**Data:**

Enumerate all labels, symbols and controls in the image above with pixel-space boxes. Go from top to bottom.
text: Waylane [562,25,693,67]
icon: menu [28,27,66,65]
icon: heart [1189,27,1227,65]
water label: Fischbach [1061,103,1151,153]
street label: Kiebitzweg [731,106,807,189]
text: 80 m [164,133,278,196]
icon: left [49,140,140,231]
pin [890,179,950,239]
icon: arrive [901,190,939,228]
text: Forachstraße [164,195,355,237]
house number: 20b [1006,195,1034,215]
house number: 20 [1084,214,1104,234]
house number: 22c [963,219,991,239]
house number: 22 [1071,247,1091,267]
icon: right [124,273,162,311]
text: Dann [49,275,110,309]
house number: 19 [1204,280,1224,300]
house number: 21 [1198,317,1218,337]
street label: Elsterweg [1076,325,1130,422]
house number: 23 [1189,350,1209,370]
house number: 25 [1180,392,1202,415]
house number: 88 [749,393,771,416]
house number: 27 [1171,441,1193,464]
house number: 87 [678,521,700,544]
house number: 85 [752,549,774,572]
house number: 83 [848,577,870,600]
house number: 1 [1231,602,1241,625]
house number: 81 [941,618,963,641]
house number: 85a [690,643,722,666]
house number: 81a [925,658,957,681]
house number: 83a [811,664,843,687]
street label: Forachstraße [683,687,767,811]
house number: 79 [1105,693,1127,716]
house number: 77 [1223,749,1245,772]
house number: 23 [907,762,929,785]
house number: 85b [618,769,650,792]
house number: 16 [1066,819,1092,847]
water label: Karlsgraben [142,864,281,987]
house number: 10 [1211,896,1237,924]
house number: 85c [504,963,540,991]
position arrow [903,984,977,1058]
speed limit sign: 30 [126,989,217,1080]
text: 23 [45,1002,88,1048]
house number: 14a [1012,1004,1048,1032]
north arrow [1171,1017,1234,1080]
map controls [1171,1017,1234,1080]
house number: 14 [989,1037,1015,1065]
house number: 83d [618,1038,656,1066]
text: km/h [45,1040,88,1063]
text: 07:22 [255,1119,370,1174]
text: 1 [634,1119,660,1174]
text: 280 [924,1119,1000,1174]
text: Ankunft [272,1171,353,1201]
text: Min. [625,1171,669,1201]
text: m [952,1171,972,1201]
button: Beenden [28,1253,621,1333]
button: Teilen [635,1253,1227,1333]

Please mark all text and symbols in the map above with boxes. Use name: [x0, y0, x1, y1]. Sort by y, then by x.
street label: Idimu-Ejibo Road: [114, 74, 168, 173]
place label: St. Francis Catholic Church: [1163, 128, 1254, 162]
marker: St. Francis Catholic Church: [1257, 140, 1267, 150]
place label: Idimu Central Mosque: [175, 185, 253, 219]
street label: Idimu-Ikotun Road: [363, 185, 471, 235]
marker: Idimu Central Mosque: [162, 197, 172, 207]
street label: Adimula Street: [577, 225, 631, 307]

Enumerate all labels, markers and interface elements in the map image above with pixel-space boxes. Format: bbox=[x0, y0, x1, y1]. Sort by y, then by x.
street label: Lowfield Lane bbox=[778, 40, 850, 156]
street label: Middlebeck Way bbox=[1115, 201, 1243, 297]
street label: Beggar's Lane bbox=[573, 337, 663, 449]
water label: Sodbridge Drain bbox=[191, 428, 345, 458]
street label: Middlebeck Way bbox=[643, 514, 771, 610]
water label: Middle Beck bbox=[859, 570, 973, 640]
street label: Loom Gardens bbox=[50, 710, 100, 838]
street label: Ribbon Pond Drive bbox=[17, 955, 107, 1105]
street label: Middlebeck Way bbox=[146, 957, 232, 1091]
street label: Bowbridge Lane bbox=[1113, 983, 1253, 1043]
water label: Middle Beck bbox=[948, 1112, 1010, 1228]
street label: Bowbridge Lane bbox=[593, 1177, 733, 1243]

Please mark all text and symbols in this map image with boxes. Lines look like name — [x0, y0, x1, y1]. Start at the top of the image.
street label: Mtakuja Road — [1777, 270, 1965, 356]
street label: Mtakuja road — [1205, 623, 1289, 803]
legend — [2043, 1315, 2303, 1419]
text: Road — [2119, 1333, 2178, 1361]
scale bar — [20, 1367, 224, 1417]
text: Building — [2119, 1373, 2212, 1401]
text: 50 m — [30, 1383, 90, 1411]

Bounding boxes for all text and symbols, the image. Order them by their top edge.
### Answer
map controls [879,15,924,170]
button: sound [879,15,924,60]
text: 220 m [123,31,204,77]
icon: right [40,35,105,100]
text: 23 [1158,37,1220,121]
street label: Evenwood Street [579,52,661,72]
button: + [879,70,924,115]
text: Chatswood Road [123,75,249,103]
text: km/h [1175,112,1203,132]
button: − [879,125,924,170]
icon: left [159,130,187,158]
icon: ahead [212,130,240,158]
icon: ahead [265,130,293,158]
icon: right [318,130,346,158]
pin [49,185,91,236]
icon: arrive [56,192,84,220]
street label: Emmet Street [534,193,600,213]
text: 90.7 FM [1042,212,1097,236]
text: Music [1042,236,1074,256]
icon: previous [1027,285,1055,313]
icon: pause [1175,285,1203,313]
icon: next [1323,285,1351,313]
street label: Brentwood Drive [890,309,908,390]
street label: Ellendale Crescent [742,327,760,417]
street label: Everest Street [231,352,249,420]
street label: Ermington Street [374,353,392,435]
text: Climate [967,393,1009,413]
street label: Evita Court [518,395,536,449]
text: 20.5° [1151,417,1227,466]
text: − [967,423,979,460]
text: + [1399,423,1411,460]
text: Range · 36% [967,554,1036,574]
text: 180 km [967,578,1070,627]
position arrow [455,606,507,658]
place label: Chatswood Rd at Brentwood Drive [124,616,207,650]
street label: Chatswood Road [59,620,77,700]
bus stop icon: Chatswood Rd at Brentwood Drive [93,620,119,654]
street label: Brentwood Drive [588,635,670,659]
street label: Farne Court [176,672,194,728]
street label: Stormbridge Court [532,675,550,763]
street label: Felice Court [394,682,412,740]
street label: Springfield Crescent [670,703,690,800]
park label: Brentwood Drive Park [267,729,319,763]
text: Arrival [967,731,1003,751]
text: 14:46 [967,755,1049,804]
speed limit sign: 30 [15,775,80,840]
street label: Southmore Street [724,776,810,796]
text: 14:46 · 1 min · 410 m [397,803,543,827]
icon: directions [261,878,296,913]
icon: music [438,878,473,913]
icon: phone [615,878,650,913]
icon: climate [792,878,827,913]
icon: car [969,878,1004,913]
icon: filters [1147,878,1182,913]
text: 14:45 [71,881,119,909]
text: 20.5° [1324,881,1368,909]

**Directions:**
Please copy out every entry word for word.

**Answer box:**
Enumerate all labels, symbols and controls in the image above with pixel-space boxes. Go from top to bottom.
text: Waylane [562,25,693,67]
icon: menu [28,27,66,65]
icon: heart [1189,27,1227,65]
water label: Fischbach [1061,103,1151,153]
street label: Kiebitzweg [731,106,807,189]
text: 80 m [164,133,278,196]
icon: left [49,140,140,231]
pin [890,179,950,239]
icon: arrive [901,190,939,228]
text: Forachstraße [164,195,355,237]
house number: 20b [1006,195,1034,215]
house number: 20 [1084,214,1104,234]
house number: 22c [963,219,991,239]
house number: 22 [1071,247,1091,267]
icon: right [124,273,162,311]
text: Dann [49,275,110,309]
house number: 19 [1204,280,1224,300]
house number: 21 [1198,317,1218,337]
street label: Elsterweg [1076,325,1130,422]
house number: 23 [1189,350,1209,370]
house number: 25 [1180,392,1202,415]
house number: 88 [749,393,771,416]
house number: 27 [1171,441,1193,464]
house number: 87 [678,521,700,544]
house number: 85 [752,549,774,572]
house number: 83 [848,577,870,600]
house number: 1 [1231,602,1241,625]
house number: 81 [941,618,963,641]
house number: 85a [690,643,722,666]
house number: 81a [925,658,957,681]
house number: 83a [811,664,843,687]
street label: Forachstraße [683,687,767,811]
house number: 79 [1105,693,1127,716]
house number: 77 [1223,749,1245,772]
house number: 23 [907,762,929,785]
house number: 85b [618,769,650,792]
house number: 16 [1066,819,1092,847]
water label: Karlsgraben [142,864,281,987]
house number: 10 [1211,896,1237,924]
house number: 85c [504,963,540,991]
position arrow [903,984,977,1058]
speed limit sign: 30 [126,989,217,1080]
text: 23 [45,1002,88,1048]
house number: 14a [1012,1004,1048,1032]
north arrow [1171,1017,1234,1080]
map controls [1171,1017,1234,1080]
house number: 14 [989,1037,1015,1065]
house number: 83d [618,1038,656,1066]
text: km/h [45,1040,88,1063]
text: 07:22 [255,1119,370,1174]
text: 1 [634,1119,660,1174]
text: 280 [924,1119,1000,1174]
text: Ankunft [272,1171,353,1201]
text: Min. [625,1171,669,1201]
text: m [952,1171,972,1201]
button: Beenden [28,1253,621,1333]
button: Teilen [635,1253,1227,1333]

Please mark all text and symbols in the map above with boxes. Use name: [x0, y0, x1, y1]. Sort by y, then by x.
street label: Idimu-Ejibo Road: [114, 74, 168, 173]
place label: St. Francis Catholic Church: [1163, 128, 1254, 162]
marker: St. Francis Catholic Church: [1257, 140, 1267, 150]
place label: Idimu Central Mosque: [175, 185, 253, 219]
street label: Idimu-Ikotun Road: [363, 185, 471, 235]
marker: Idimu Central Mosque: [162, 197, 172, 207]
street label: Adimula Street: [577, 225, 631, 307]

Enumerate all labels, markers and interface elements in the map image above with pixel-space boxes. Format: bbox=[x0, y0, x1, y1]. Sort by y, then by x.
street label: Lowfield Lane bbox=[778, 40, 850, 156]
street label: Middlebeck Way bbox=[1115, 201, 1243, 297]
street label: Beggar's Lane bbox=[573, 337, 663, 449]
water label: Sodbridge Drain bbox=[191, 428, 345, 458]
street label: Middlebeck Way bbox=[643, 514, 771, 610]
water label: Middle Beck bbox=[859, 570, 973, 640]
street label: Loom Gardens bbox=[50, 710, 100, 838]
street label: Ribbon Pond Drive bbox=[17, 955, 107, 1105]
street label: Middlebeck Way bbox=[146, 957, 232, 1091]
street label: Bowbridge Lane bbox=[1113, 983, 1253, 1043]
water label: Middle Beck bbox=[948, 1112, 1010, 1228]
street label: Bowbridge Lane bbox=[593, 1177, 733, 1243]

Please mark all text and symbols in this map image with boxes. Lines look like name — [x0, y0, x1, y1]. Start at the top of the image.
street label: Mtakuja Road — [1777, 270, 1965, 356]
street label: Mtakuja road — [1205, 623, 1289, 803]
legend — [2043, 1315, 2303, 1419]
text: Road — [2119, 1333, 2178, 1361]
scale bar — [20, 1367, 224, 1417]
text: Building — [2119, 1373, 2212, 1401]
text: 50 m — [30, 1383, 90, 1411]

Bounding boxes for all text and symbols, the image. Order them by their top edge.
### Answer
map controls [879,15,924,170]
button: sound [879,15,924,60]
text: 220 m [123,31,204,77]
icon: right [40,35,105,100]
text: 23 [1158,37,1220,121]
street label: Evenwood Street [579,52,661,72]
button: + [879,70,924,115]
text: Chatswood Road [123,75,249,103]
text: km/h [1175,112,1203,132]
button: − [879,125,924,170]
icon: left [159,130,187,158]
icon: ahead [212,130,240,158]
icon: ahead [265,130,293,158]
icon: right [318,130,346,158]
pin [49,185,91,236]
icon: arrive [56,192,84,220]
street label: Emmet Street [534,193,600,213]
text: 90.7 FM [1042,212,1097,236]
text: Music [1042,236,1074,256]
icon: previous [1027,285,1055,313]
icon: pause [1175,285,1203,313]
icon: next [1323,285,1351,313]
street label: Brentwood Drive [890,309,908,390]
street label: Ellendale Crescent [742,327,760,417]
street label: Everest Street [231,352,249,420]
street label: Ermington Street [374,353,392,435]
text: Climate [967,393,1009,413]
street label: Evita Court [518,395,536,449]
text: 20.5° [1151,417,1227,466]
text: − [967,423,979,460]
text: + [1399,423,1411,460]
text: Range · 36% [967,554,1036,574]
text: 180 km [967,578,1070,627]
position arrow [455,606,507,658]
place label: Chatswood Rd at Brentwood Drive [124,616,207,650]
street label: Chatswood Road [59,620,77,700]
bus stop icon: Chatswood Rd at Brentwood Drive [93,620,119,654]
street label: Brentwood Drive [588,635,670,659]
street label: Farne Court [176,672,194,728]
street label: Stormbridge Court [532,675,550,763]
street label: Felice Court [394,682,412,740]
street label: Springfield Crescent [670,703,690,800]
park label: Brentwood Drive Park [267,729,319,763]
text: Arrival [967,731,1003,751]
text: 14:46 [967,755,1049,804]
speed limit sign: 30 [15,775,80,840]
street label: Southmore Street [724,776,810,796]
text: 14:46 · 1 min · 410 m [397,803,543,827]
icon: directions [261,878,296,913]
icon: music [438,878,473,913]
icon: phone [615,878,650,913]
icon: climate [792,878,827,913]
icon: car [969,878,1004,913]
icon: filters [1147,878,1182,913]
text: 14:45 [71,881,119,909]
text: 20.5° [1324,881,1368,909]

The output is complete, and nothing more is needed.